Renewable energy projects have blossomed across Asia. What has led to the recent boom? Vandana Chatlani reports

In the past several months, green energy projects have picked up pace dramatically across Asia. In July, Thailand-based energy company Global Power Synergy purchased a 25% stake in Taiwan’s 595MW Changfang and Xidao offshore wind farm from Danish fund management company Copenhagen Infrastructure Partners; and Bangkok-based Global Renewable Synergy Company acquired shares in Indian solar power company Avaada Energy.

In August, Abu Dhabi Future Energy Company and Pembangkitan Jawa Bali Investasi (a subsidiary of Indonesian national electricity utility PLN) financed a 145MW floating solar photovoltaic power project on the Cirata Reservoir in Indonesia – the largest photovoltaic installation in Southeast Asia.

These deals are a snapshot of the high level of activity in the renewables sector that has been keeping law firms busy. “Despite economic and other headwinds resulting from the covid-19 pandemic, investment in renewable energy in the Asia-Pacific has been remarkably resilient in the past 12 months,” says James McLaren, a Hong Kong-based energy and infrastructure partner at Linklaters.

“In fact, the pace of development and investment continues to outstrip other parts of the world, supported by rising populations, robust economic growth and the greenfield nature of the renewables market in the region, and underpinned by some relatively attractive government support initiatives.”

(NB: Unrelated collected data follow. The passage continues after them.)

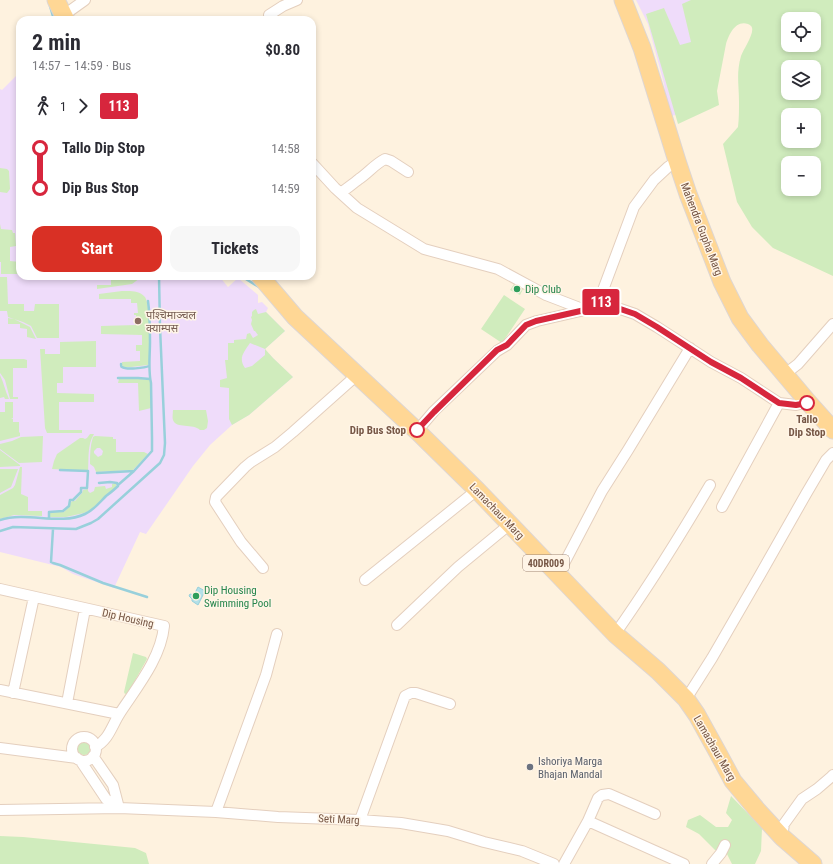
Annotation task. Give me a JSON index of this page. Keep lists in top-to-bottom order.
{
  "streets": {
    "main road": ["Mahendra Gupha Marg", "Lamachaur Marg", "40DR009"],
    "street": ["Dip Housing", "Seti Marg"]
  },
  "places": [
    "Dip Club",
    "पश्‍चिमाञ्‍चल क्याम्पस",
    "Tallo Dip Stop",
    "Dip Bus Stop",
    "Dip Housing Swimming Pool",
    "Ishoriya Marga Bhajan Mandal"
  ],
  "lines": ["bus line 113"],
  "page": {
    "on_map": "113",
    "map_buttons": ["+", "−"],
    "heading": ["2 min", "14:57 – 14:59 · Bus", "$0.80"],
    "legs": ["1", "113"],
    "list": [
      {
        "name": "Tallo Dip Stop",
        "value": "14:58"
      },
      {
        "name": "Dip Bus Stop",
        "value": "14:59"
      }
    ],
    "buttons": ["Start", "Tickets"]
  }
}
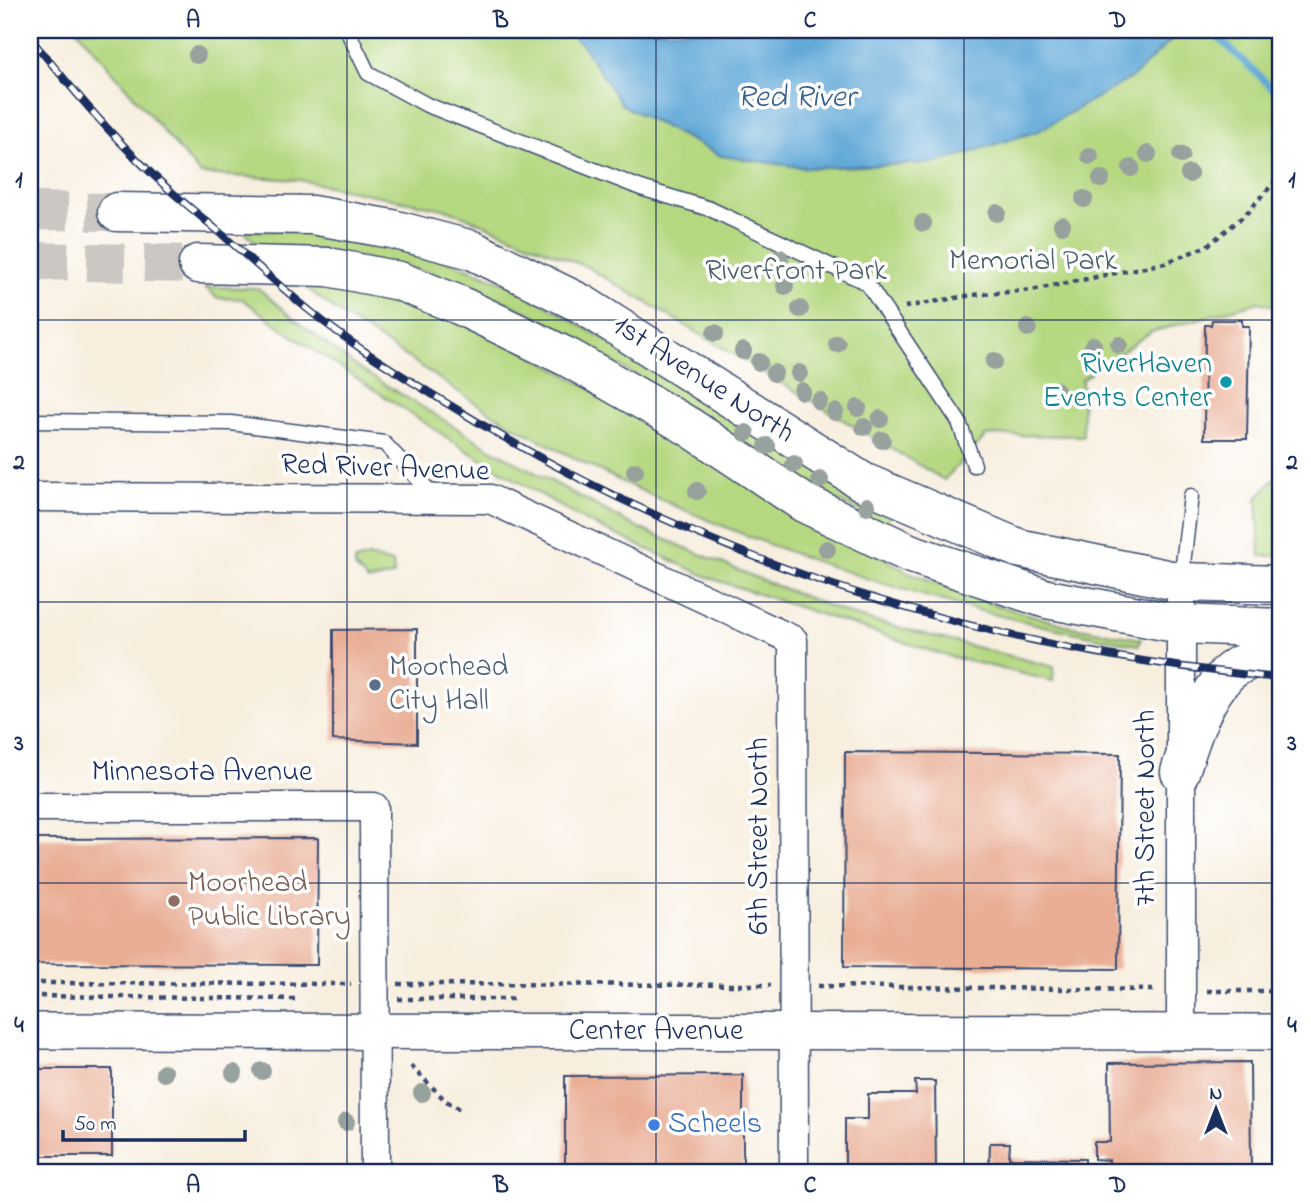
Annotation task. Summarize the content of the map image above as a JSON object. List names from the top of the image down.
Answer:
{
  "streets": {
    "main road": ["1st Avenue North"],
    "street": [
      "Red River Avenue",
      "Minnesota Avenue",
      "7th Street North",
      "6th Street North",
      "Center Avenue"
    ]
  },
  "crossings": [
    ["1st Avenue North", "7th Street North"],
    ["Red River Avenue", "6th Street North"],
    ["7th Street North", "Center Avenue"],
    ["6th Street North", "Center Avenue"]
  ],
  "water": ["Red River"],
  "parks": ["Memorial Park", "Riverfront Park"],
  "places": [
    "RiverHaven Events Center",
    "Moorhead City Hall",
    "Moorhead Public Library",
    "Scheels"
  ],
  "scale_bar": "50 m",
  "north": "top",
  "grid": {
    "columns": [
      "A",
      "B",
      "C",
      "D"
    ],
    "rows": [
      "1",
      "2",
      "3",
      "4"
    ]
  }
}
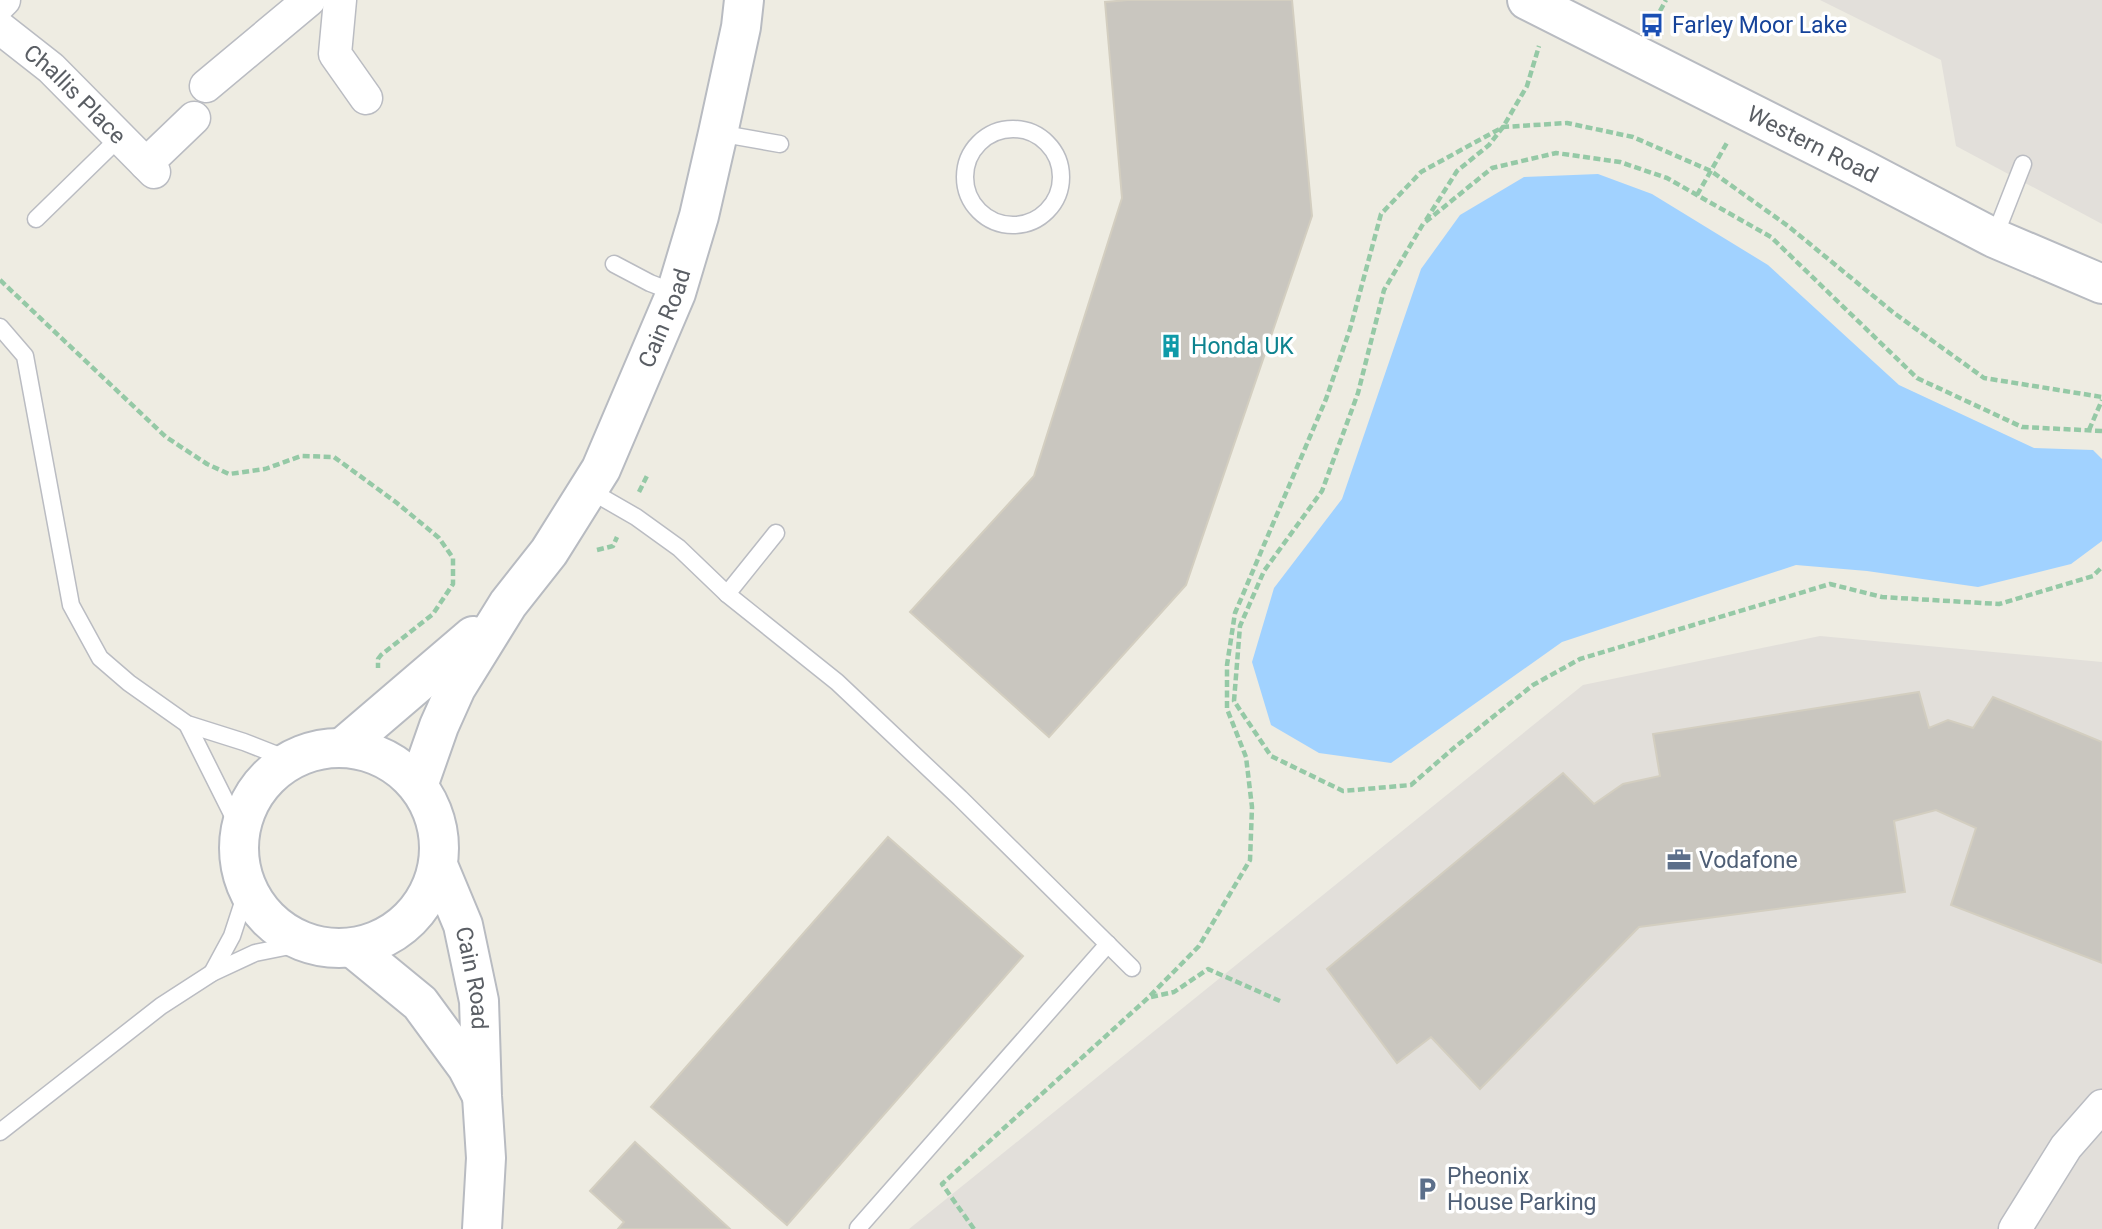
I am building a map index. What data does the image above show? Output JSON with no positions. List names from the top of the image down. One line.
{"streets":{"street":["Challis Place","Western Road","Cain Road"]},"places":{"bus stop":["Farley Moor Lake"],"building":["Honda UK"],"office":["Vodafone"],"parking":["Pheonix House Parking"]}}
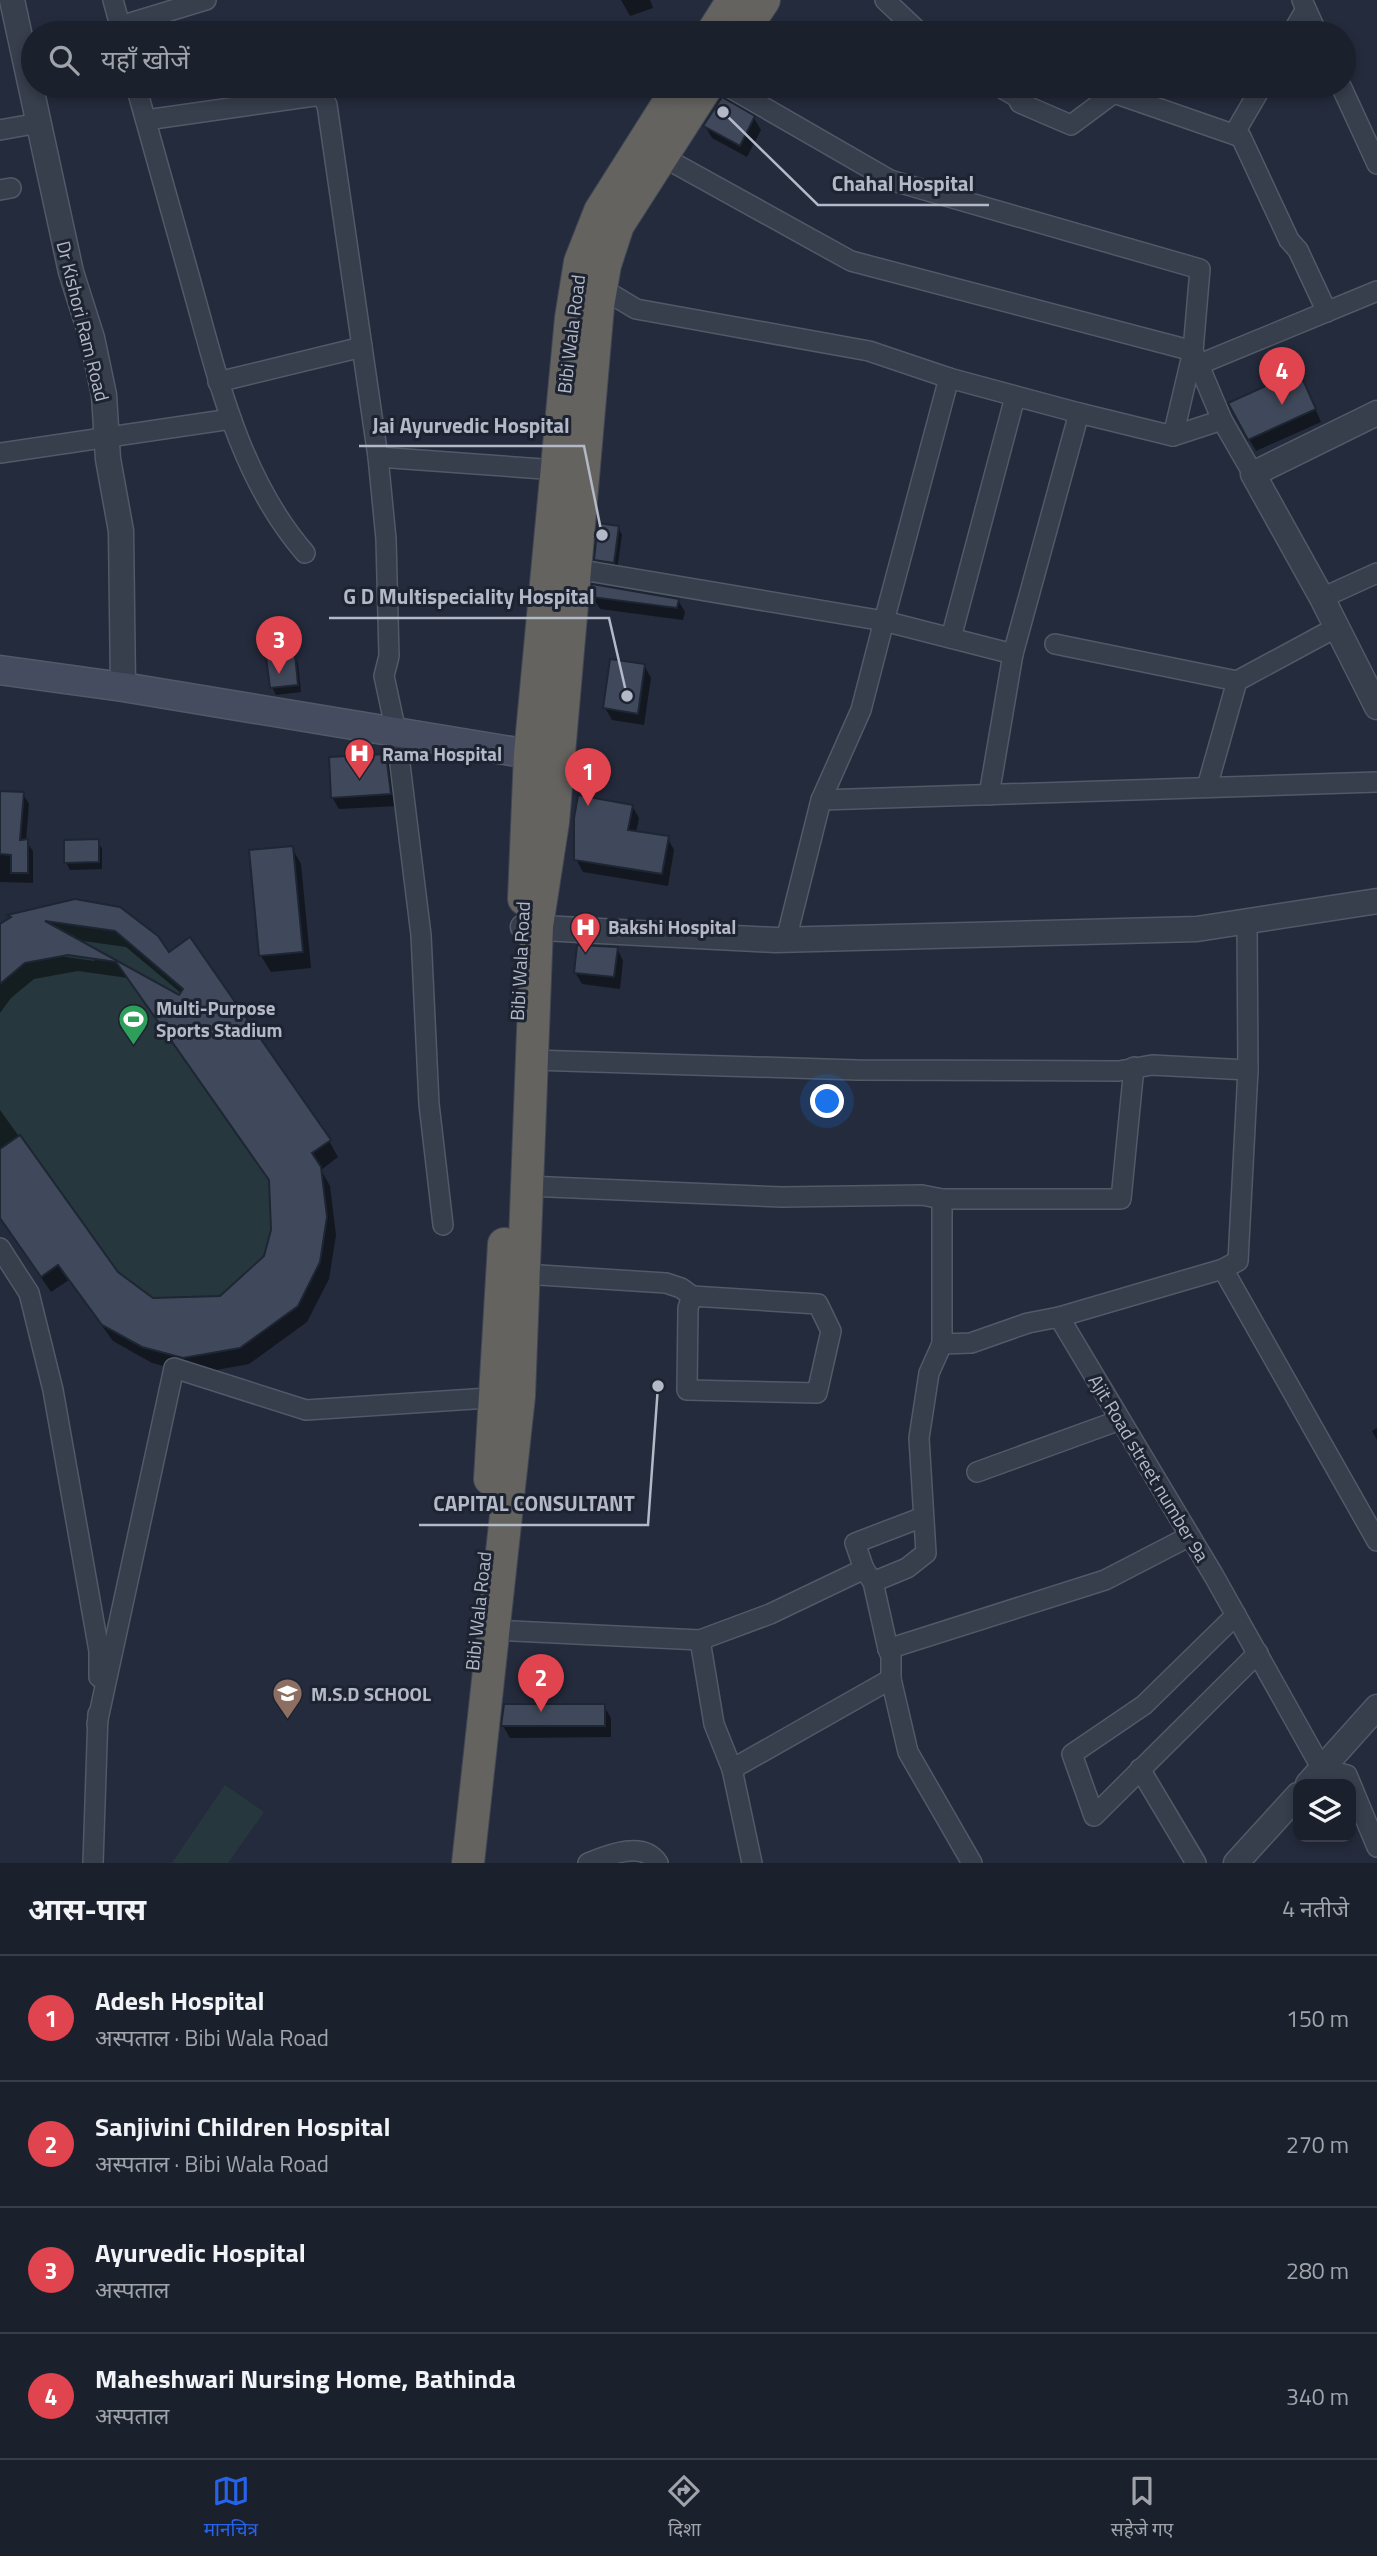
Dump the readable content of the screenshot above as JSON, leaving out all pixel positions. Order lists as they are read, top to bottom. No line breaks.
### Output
{"streets":{"highway":["Bibi Wala Road"],"street":["Dr Kishori Ram Road","Ajit Road street number 9a"]},"places":{"other":["Chahal Hospital","Jai Ayurvedic Hospital","G D Multispeciality Hospital","CAPITAL CONSULTANT"],"hospital":["Rama Hospital","Bakshi Hospital"],"sports":["Multi-Purpose Sports Stadium"],"school or university":["M.S.D SCHOOL"]},"page":{"search":"यहाँ खोजें","pins":["4","3","1","2"],"heading":["आस-पास","4 नतीजे"],"list":[{"mark":"1","name":"Adesh Hospital","note":"अस्पताल · Bibi Wala Road","value":"150 m"},{"mark":"2","name":"Sanjivini Children Hospital","note":"अस्पताल · Bibi Wala Road","value":"270 m"},{"mark":"3","name":"Ayurvedic Hospital","note":"अस्पताल","value":"280 m"},{"mark":"4","name":"Maheshwari Nursing Home, Bathinda","note":"अस्पताल","value":"340 m"}],"nav":["मानचित्र","दिशा","सहेजे गए"]}}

According to the Regional Energy Trends Report 2020 by the UN’s Economic and Social Commission for Asia and the Pacific (Escap) and the Asean Centre for Energy (ACE), energy demand in the Asean region will nearly triple by 2040, increasing to 922 metric tonnes compared to 375 metric tonnes in 2017. Much of this will be driven by urbanisation, industrialisation and economic development.

renewable energy

Both the Escap and ACE point out that while Asean policymakers have relied primarily on conventional sources of energy such as coal and natural gas in the past, the region is seeing a push for increased hydropower capacity, which continues to make up the largest share of installed renewable capacity (see graph below). The energy mix is now diversifying further, with solar and wind resources being used to generate power as the pace of hydropower installations slows down.

“When we first started handling energy projects in Asia a decade ago, hydro projects using river resources were an obvious way of capitalising on renewable energy and monetising it,” explains Jean-Louis Neves Mandelli, a partner in the project development and finance practice at Shearman & Sterling in Singapore.